Ah, I misunderstood the question.
I thought he was just looking for a count of the items in each row.
On Oct 19, 2009, at 2:23 PM, David Lerman wrote:
This is currently a little tricky - to my knowledge there's no
really great
way to do this.
If you know the values you're looking for, it's fairly
straightforward with
a UDF. Write a UDF called OCCURRENCES which takes the column and
the value
you're looking for and returns the number of occurrences. Then
write the
query as
SELECT OCCURRENCES(col1, 'a'), OCCURRENCES(col1, 'b')...
If you really need to deal with unknown column types, there's
current work
on an explode function which will help (see
http://issues.apache.org/jira/browse/HIVE-655,
http://issues.apache.org/jira/browse/HIVE-510). Once that's done,
you'll be
able to do something vaguely like:
SELECT exploded.val, COUNT(1) FROM
(SELECT EXPLODE(SPLIT_TO_ARRAY(col1)) AS val) exploded
GROUP BY exploded.val
where SPLIT_TO_ARRAY is a UDF that takes your column and parses it
into an
array. The explode outputs a row for every value in the array, so:
['a','b','c']
['j','k','l']
becomes:
a
b
c
j
k
l
Then the outer query would group and count to give you:
a 5
b 100
c 34
j 1
k 22
l 55
Until that work is complete, you could do the same thing with a custom
transform script that takes your column, parses it into values and
outputs a
row per value. See
http://wiki.apache.org/hadoop/Hive/LanguageManual/Transform and
http://dev.bizo.com/2009/07/custom-map-scripts-and-hive.html.
Best,
Dave
On 10/19/09 4:45 PM, "Bobby Rullo" <[email protected]> wrote:
You could do something like use regexp_extract to extract just
commas,
and then get the length of that. But that would be a little ugly.

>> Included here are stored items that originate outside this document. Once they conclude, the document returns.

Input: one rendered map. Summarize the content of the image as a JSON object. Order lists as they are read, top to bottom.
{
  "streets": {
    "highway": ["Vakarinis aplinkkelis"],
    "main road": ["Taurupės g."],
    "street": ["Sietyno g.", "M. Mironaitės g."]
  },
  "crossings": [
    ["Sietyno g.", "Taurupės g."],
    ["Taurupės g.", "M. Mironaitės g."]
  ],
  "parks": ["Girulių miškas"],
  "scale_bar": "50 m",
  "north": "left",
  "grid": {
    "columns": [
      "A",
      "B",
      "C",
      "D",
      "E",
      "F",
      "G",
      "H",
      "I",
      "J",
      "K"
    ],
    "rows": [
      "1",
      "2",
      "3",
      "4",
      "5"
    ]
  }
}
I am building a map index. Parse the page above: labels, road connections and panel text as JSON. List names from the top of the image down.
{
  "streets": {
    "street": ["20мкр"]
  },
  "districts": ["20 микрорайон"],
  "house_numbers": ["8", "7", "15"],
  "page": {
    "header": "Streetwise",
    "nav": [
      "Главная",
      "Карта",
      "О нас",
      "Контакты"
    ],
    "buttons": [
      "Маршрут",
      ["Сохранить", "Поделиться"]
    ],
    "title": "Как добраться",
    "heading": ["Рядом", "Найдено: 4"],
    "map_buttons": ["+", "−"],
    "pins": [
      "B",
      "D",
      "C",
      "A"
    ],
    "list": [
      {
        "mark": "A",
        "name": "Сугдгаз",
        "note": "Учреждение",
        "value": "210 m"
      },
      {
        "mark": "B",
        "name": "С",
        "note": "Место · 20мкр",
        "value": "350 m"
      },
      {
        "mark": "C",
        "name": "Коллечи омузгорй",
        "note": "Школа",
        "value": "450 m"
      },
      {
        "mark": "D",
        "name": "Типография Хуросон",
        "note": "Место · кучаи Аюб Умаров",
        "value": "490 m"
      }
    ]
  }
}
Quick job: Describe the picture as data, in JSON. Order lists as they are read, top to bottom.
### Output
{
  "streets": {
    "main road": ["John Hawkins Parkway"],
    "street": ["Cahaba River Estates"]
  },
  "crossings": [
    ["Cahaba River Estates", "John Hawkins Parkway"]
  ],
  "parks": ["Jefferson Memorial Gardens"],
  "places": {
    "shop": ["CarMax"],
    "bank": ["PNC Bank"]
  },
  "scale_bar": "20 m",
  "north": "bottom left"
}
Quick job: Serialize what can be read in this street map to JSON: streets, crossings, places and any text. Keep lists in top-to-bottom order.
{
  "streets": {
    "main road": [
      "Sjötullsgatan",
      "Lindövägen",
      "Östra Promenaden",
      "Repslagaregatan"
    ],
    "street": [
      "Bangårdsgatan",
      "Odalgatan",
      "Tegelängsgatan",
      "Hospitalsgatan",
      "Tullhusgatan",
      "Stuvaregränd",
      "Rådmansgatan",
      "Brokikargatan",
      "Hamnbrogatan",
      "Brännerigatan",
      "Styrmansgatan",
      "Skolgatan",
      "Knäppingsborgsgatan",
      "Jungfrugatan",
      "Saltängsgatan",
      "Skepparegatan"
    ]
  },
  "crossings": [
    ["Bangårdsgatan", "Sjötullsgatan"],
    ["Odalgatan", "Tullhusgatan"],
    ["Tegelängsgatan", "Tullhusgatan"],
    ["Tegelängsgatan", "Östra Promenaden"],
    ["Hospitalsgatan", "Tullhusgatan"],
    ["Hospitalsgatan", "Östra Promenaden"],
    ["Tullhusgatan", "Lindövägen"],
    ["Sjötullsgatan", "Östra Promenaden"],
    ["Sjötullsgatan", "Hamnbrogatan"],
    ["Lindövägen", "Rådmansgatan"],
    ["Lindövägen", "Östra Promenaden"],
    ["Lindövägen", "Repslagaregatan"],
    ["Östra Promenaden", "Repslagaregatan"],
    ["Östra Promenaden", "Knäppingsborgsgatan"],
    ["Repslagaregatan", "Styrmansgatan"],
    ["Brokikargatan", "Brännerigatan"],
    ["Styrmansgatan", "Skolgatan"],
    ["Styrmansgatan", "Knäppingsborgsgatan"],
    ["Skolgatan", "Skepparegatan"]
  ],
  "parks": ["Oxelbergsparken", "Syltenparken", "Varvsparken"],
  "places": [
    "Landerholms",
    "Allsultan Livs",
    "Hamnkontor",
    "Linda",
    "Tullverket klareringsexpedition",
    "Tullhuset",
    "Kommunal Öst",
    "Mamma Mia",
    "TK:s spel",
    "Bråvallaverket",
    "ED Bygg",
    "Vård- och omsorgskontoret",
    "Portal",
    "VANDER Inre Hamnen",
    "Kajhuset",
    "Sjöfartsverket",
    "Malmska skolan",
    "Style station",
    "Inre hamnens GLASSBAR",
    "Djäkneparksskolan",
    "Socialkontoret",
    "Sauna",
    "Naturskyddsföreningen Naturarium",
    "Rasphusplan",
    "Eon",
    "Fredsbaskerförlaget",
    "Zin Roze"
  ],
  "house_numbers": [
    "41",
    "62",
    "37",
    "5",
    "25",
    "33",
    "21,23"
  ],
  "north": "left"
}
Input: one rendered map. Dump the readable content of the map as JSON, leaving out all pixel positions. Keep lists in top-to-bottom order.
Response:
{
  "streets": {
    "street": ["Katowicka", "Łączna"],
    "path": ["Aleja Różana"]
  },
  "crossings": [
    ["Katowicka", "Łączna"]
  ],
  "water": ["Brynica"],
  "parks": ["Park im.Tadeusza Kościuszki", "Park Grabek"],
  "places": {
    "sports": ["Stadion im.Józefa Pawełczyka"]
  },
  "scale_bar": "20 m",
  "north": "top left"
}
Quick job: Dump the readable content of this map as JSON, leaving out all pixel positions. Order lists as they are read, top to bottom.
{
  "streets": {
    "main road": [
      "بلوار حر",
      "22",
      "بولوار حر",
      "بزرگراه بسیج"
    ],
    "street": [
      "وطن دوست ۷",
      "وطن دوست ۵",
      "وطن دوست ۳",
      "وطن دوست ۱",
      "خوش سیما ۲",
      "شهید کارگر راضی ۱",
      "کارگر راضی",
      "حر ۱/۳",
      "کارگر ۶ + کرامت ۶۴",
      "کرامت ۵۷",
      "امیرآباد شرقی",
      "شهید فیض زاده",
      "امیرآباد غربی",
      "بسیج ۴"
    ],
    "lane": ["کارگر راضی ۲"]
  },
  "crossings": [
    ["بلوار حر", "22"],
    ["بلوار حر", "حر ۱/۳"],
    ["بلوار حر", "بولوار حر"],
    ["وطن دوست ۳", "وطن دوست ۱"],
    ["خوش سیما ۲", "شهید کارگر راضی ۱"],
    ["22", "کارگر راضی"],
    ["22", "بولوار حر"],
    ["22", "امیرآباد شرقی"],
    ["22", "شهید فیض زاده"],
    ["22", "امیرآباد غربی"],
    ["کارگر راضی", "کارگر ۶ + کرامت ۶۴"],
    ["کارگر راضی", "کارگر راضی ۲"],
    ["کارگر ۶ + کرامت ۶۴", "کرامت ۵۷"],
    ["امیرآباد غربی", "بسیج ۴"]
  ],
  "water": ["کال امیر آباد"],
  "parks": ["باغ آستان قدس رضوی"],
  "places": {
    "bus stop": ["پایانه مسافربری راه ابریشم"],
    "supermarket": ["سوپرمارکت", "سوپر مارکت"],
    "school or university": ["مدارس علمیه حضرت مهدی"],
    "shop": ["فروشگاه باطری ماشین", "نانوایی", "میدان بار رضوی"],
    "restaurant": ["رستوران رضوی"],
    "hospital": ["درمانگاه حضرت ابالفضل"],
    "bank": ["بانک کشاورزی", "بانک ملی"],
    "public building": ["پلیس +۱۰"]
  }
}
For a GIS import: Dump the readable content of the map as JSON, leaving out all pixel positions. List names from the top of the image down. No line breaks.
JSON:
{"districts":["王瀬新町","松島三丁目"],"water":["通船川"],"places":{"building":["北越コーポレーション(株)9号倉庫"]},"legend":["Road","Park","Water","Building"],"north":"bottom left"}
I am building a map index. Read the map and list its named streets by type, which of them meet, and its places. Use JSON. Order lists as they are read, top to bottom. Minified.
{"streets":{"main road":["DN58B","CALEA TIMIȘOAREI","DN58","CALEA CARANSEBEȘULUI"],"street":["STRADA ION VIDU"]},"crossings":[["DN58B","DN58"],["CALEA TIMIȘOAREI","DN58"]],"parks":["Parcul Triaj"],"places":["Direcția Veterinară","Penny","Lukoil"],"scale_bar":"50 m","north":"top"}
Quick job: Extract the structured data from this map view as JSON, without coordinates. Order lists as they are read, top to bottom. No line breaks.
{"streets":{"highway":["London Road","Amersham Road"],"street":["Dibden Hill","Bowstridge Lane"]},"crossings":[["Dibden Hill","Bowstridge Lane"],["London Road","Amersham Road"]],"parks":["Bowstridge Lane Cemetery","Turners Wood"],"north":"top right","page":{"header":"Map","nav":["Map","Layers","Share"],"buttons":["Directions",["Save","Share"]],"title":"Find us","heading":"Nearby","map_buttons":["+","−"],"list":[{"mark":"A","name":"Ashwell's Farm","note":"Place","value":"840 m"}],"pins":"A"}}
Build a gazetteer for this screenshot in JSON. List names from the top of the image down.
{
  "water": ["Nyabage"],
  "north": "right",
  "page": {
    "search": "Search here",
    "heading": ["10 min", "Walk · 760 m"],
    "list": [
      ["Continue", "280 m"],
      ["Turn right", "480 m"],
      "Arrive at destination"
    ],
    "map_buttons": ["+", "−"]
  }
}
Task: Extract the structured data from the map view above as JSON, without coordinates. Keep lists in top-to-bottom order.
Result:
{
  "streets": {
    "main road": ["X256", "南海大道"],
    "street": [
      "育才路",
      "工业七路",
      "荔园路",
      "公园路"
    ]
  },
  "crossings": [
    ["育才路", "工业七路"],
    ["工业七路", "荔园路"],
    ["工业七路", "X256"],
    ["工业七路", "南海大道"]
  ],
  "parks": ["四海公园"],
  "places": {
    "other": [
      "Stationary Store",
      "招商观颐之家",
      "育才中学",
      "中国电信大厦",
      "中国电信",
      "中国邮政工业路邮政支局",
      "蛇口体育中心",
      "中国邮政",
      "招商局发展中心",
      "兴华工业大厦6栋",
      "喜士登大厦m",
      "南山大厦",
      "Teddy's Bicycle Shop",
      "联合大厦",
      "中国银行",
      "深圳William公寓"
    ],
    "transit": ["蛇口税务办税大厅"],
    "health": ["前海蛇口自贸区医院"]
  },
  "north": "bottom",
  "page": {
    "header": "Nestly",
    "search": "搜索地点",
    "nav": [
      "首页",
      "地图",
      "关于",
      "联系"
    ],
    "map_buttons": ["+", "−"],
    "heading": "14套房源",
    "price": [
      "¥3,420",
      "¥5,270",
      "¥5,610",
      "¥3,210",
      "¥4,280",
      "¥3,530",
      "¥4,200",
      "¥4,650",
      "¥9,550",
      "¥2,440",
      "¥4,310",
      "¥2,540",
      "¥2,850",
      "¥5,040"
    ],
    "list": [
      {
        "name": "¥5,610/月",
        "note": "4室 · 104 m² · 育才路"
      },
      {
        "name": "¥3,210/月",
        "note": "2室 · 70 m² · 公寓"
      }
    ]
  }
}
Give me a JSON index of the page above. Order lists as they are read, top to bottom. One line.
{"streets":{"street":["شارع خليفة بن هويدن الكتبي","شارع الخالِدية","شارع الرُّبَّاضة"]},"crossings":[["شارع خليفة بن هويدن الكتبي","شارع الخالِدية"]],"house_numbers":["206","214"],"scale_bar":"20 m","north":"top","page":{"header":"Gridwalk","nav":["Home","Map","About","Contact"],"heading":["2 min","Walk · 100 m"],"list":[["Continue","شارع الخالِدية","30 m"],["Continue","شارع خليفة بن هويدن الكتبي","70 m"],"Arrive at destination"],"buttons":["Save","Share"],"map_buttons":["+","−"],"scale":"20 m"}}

But there is also a built in Array type, and there is a "size" udf
that operates on it...so maybe that could work for you.
http://wiki.apache.org/hadoop/Hive/LanguageManual/UDF#Collection_Functions
On Oct 19, 2009, at 1:22 PM, Ryan LeCompte wrote:
Hello all,
Another Hive query question... :)
If I have a column in a table of type STRING, and it can take on a
comma-delimited set of values (arbitrary, and unknown at query
time)... For example: col1 = 'a','b','c' in one row and another row
has col1='j','k','l'... Is it possible to write a query to get the
counts of each comma-delimited value of col1? For example, something
like this:
a b c j k l
5 100 34 1 22 54
I guess I would have to know the full set of possible values of
col1, no? Or maybe a user-defined function?
Thanks,
Ryan